Dying Early Universe Galaxies Could Be Killed by Their Supermassive Black Holes

As far as galaxies go, the Milky Way isn't particularly active. Every year, it creates three to four Suns' worth of new stars over its spiral body, with stars of various ages strewn around.

There are certain galaxies that are much quieter - elliptical galaxies, for example, where most star production has stopped for a long time. There are no or very few stars younger than a particular age in these galaxies, implying that most star formation abruptly ended at some time, allowing the galaxy to slowly fade out over eons, star by star. 

It's unclear how star production stops in these smooth, practically featureless galaxies, but astronomers suspect it has something to do with the supermassive black holes that lurk at the heart of every galaxy. Now, an international group of astronomers led by Kei Ito of Japan's Graduate University for Advanced Studies, SOKENDAI, has looked back into the early Universe to see if this is true.

They gathered data in multiple wavelengths of light using some of the world's most powerful telescopes to identify galaxies whose light has traveled 9.5 billion to 12.5 billion years across the gulf of space-time – ancient galaxies like those elliptical galaxies closer to us in space and time, for whom star formation is on the verge of extinction.

The initial stage was to identify galaxies with ongoing star production and those with stopped star development using optical and infrared data.

The next stage was to look for supermassive black hole activity using X-ray and radio data. Astronomers believe this is the mechanism that prevents star formation. A supermassive black hole devours tremendous amounts of stuff from the space around it while it is active. This is a chaotic, violent process that results in what is referred to as "feedback."

We all know that nothing can escape a black hole's event horizon, but the space around it is a different story. Material flows around the black hole like water around a drain, generating powerful radiation that blazes across the Universe due to gravity and friction.

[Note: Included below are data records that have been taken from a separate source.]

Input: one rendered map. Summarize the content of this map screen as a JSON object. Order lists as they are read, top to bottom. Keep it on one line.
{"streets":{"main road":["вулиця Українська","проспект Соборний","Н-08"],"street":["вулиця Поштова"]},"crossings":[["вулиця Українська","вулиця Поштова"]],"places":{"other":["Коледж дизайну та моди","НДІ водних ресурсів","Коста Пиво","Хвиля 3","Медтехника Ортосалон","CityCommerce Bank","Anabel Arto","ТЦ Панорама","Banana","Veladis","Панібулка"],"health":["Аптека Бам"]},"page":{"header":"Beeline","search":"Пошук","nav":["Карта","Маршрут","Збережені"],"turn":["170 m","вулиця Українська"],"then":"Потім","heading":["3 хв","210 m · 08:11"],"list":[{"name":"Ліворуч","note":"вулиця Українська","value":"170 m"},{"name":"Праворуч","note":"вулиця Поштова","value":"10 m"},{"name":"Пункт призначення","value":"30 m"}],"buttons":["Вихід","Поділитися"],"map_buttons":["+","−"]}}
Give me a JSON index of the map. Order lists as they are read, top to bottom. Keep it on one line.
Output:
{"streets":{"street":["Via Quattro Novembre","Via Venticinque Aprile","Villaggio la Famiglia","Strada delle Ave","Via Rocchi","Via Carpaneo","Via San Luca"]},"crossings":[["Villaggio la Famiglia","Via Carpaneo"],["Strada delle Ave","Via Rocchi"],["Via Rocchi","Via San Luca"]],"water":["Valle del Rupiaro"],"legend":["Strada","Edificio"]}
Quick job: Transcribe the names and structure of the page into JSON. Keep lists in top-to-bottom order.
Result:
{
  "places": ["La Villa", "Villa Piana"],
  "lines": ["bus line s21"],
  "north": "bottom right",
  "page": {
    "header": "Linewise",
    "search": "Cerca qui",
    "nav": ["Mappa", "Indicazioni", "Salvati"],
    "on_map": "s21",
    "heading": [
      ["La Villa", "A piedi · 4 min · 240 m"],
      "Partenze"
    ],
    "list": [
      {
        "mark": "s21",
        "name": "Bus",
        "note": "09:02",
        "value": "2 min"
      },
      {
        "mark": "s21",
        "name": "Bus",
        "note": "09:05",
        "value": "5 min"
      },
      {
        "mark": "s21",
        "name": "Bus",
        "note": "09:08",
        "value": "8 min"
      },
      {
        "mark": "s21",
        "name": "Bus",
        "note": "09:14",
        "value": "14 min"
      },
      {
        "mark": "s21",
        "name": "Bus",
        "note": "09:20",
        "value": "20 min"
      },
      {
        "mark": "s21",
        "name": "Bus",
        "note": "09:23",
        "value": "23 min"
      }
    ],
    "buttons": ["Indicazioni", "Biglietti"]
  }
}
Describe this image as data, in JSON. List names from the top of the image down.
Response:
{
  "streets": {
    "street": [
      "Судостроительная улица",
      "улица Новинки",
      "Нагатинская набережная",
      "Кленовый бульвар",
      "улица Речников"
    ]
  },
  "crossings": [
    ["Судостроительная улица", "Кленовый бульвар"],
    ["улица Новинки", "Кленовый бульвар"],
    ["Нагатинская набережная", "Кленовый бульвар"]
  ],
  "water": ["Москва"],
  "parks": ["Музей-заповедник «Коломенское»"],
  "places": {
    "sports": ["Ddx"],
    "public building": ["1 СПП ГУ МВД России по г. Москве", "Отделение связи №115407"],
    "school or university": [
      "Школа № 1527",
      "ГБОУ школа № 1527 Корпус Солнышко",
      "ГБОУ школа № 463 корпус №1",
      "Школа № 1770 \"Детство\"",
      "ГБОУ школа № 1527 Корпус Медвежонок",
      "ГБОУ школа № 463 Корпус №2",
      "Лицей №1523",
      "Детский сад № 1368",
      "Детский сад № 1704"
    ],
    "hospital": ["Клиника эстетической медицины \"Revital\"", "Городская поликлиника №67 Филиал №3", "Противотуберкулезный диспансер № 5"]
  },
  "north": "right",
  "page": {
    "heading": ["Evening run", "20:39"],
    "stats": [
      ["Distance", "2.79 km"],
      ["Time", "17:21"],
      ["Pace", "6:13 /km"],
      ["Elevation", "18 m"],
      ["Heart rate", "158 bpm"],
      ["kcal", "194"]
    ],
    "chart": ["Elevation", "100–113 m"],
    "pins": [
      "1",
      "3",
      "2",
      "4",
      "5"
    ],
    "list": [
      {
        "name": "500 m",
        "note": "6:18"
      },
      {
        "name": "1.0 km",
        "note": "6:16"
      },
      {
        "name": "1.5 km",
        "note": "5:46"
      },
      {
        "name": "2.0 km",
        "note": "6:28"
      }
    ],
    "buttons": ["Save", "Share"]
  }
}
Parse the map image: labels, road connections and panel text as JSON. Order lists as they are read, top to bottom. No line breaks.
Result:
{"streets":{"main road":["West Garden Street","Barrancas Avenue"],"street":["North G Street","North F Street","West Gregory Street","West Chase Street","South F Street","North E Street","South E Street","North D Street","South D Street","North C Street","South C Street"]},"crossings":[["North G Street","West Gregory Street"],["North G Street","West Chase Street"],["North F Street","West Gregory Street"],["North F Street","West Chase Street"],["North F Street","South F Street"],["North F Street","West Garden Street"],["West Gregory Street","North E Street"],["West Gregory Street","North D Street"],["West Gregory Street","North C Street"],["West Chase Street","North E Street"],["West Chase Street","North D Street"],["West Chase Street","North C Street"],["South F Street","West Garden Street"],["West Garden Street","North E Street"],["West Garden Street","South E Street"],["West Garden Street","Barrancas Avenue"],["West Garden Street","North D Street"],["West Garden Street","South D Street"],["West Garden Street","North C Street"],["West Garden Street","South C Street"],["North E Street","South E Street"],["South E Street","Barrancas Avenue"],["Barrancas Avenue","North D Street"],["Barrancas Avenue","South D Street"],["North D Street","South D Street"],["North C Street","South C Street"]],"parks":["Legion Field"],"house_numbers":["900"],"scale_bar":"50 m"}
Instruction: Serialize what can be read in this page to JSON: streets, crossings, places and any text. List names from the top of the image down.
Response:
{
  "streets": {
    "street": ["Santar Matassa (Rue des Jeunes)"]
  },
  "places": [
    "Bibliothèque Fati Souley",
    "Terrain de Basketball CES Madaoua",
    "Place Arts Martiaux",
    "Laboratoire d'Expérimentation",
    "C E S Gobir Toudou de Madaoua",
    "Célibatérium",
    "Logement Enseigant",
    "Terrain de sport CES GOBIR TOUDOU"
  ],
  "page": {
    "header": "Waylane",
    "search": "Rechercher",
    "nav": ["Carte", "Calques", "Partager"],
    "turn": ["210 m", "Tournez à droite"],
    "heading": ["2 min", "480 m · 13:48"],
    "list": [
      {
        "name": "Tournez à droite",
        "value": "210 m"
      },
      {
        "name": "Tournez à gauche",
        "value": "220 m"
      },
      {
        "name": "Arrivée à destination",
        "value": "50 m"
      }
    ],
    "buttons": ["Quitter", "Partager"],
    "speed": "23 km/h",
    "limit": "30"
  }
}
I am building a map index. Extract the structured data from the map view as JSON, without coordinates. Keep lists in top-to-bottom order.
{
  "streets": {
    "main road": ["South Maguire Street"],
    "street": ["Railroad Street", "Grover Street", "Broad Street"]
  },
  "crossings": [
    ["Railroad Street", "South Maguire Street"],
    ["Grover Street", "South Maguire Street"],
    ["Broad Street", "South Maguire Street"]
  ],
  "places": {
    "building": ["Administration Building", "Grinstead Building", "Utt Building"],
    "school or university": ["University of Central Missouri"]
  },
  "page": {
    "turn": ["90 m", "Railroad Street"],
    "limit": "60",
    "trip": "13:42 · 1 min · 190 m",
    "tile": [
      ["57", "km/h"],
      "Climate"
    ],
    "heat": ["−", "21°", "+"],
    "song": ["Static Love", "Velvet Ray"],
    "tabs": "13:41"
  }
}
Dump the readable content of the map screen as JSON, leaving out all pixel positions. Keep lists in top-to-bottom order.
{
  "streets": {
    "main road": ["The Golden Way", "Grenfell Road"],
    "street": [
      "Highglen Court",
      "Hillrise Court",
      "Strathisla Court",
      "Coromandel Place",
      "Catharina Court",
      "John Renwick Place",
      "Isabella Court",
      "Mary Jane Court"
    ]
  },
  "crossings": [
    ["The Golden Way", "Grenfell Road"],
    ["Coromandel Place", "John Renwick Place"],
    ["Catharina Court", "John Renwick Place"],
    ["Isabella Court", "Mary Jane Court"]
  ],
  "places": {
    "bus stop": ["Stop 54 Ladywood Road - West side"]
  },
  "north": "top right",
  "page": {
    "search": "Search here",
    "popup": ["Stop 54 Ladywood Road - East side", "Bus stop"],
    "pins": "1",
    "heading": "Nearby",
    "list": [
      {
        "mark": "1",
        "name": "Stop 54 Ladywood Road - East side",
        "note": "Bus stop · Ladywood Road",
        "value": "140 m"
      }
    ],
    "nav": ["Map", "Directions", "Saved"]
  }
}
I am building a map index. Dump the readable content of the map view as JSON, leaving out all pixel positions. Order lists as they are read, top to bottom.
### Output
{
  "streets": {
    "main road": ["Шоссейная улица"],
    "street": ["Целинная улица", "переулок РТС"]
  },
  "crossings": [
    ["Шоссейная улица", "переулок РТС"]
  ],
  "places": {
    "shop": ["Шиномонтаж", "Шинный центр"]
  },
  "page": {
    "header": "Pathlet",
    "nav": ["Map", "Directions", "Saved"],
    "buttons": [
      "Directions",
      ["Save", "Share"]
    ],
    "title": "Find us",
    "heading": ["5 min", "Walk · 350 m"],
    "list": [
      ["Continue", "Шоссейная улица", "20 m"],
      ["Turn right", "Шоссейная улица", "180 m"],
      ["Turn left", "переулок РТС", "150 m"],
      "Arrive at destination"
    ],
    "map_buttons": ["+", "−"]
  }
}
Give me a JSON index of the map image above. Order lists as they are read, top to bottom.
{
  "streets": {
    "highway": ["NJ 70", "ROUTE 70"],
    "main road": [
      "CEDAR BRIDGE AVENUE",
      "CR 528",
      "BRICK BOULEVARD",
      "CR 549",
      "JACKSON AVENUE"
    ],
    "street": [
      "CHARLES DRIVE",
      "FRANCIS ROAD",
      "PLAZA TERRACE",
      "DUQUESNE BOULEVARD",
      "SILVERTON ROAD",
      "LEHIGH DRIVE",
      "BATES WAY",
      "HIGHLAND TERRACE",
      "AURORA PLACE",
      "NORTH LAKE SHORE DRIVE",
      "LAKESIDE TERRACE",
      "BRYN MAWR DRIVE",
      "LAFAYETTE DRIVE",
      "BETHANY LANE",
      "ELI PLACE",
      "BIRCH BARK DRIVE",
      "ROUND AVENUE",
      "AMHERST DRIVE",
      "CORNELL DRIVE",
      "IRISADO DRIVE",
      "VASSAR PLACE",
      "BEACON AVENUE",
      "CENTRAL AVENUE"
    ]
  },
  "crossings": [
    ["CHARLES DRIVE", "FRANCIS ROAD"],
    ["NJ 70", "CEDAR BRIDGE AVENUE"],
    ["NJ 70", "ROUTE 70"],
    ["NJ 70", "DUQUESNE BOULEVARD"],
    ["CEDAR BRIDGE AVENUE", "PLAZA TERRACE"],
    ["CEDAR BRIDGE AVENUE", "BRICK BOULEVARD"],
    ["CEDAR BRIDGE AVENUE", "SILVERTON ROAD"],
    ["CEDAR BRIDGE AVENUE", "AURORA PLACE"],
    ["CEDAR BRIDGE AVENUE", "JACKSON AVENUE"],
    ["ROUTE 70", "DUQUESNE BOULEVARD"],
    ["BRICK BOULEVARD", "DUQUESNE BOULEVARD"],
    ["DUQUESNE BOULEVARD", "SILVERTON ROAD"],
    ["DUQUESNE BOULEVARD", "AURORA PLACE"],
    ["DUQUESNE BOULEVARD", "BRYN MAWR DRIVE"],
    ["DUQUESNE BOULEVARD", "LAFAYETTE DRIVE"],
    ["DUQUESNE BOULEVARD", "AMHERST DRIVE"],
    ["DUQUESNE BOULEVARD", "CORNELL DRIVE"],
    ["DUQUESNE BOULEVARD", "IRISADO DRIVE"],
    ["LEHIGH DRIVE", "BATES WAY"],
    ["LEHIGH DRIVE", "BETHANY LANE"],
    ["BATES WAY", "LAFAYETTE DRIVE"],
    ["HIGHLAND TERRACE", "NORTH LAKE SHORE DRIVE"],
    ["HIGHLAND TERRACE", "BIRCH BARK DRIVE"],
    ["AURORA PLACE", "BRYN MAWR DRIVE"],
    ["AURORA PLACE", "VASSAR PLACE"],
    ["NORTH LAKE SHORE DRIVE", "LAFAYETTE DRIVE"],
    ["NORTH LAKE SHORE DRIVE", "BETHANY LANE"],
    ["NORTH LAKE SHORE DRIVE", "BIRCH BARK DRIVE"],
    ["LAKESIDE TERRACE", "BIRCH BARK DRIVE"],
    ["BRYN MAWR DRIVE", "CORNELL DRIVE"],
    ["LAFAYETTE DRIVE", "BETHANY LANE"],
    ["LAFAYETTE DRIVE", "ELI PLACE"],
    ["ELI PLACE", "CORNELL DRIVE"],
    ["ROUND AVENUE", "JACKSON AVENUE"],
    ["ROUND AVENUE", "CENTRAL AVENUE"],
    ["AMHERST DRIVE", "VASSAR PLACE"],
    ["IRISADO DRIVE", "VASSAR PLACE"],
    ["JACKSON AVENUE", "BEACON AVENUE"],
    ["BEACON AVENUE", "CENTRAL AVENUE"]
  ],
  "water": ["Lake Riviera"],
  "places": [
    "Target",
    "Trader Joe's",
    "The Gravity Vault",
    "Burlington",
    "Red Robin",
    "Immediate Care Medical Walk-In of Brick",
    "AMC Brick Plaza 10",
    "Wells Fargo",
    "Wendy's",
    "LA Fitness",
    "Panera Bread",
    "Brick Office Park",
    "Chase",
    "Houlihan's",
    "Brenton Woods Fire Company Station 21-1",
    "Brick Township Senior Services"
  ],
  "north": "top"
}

Jets bursting from the black hole's polar regions are another sort of feedback. Outside the event horizon, material is predicted to be propelled along the black hole's external magnetic field, and then released from the poles as intense, focussed plasma jets traveling at a considerable fraction of the speed of light.

Finally, active supermassive black holes produce powerful winds that spread over their galaxy. Radiation, jets, and winds are all assumed to heat and push away the cold molecular gas needed for the birth of young stars.

Galaxies are more difficult to discern at such huge distances; from our current vantage point, they are incredibly tiny and dim. As a result, the researchers had to'stack' the galaxies together to highlight the radio and X-ray photons that are the unmistakable indicators of an active supermassive black hole billions of years ago.

But it worked: in galaxies with little to no star formation, the scientists discovered a "excess" X-ray and radio signal that was too intense to be explained by stars alone. An active supermassive black hole is the most likely source of this radiation. Furthermore, in galaxies with active star formation, the signal was less significant.

The researchers found that an active supermassive black hole is quite likely to play a role in the sudden demise of these odd, ghostly galaxies.

Future studies, they suggested, might shed light on the mechanics of this cryptic process in greater detail.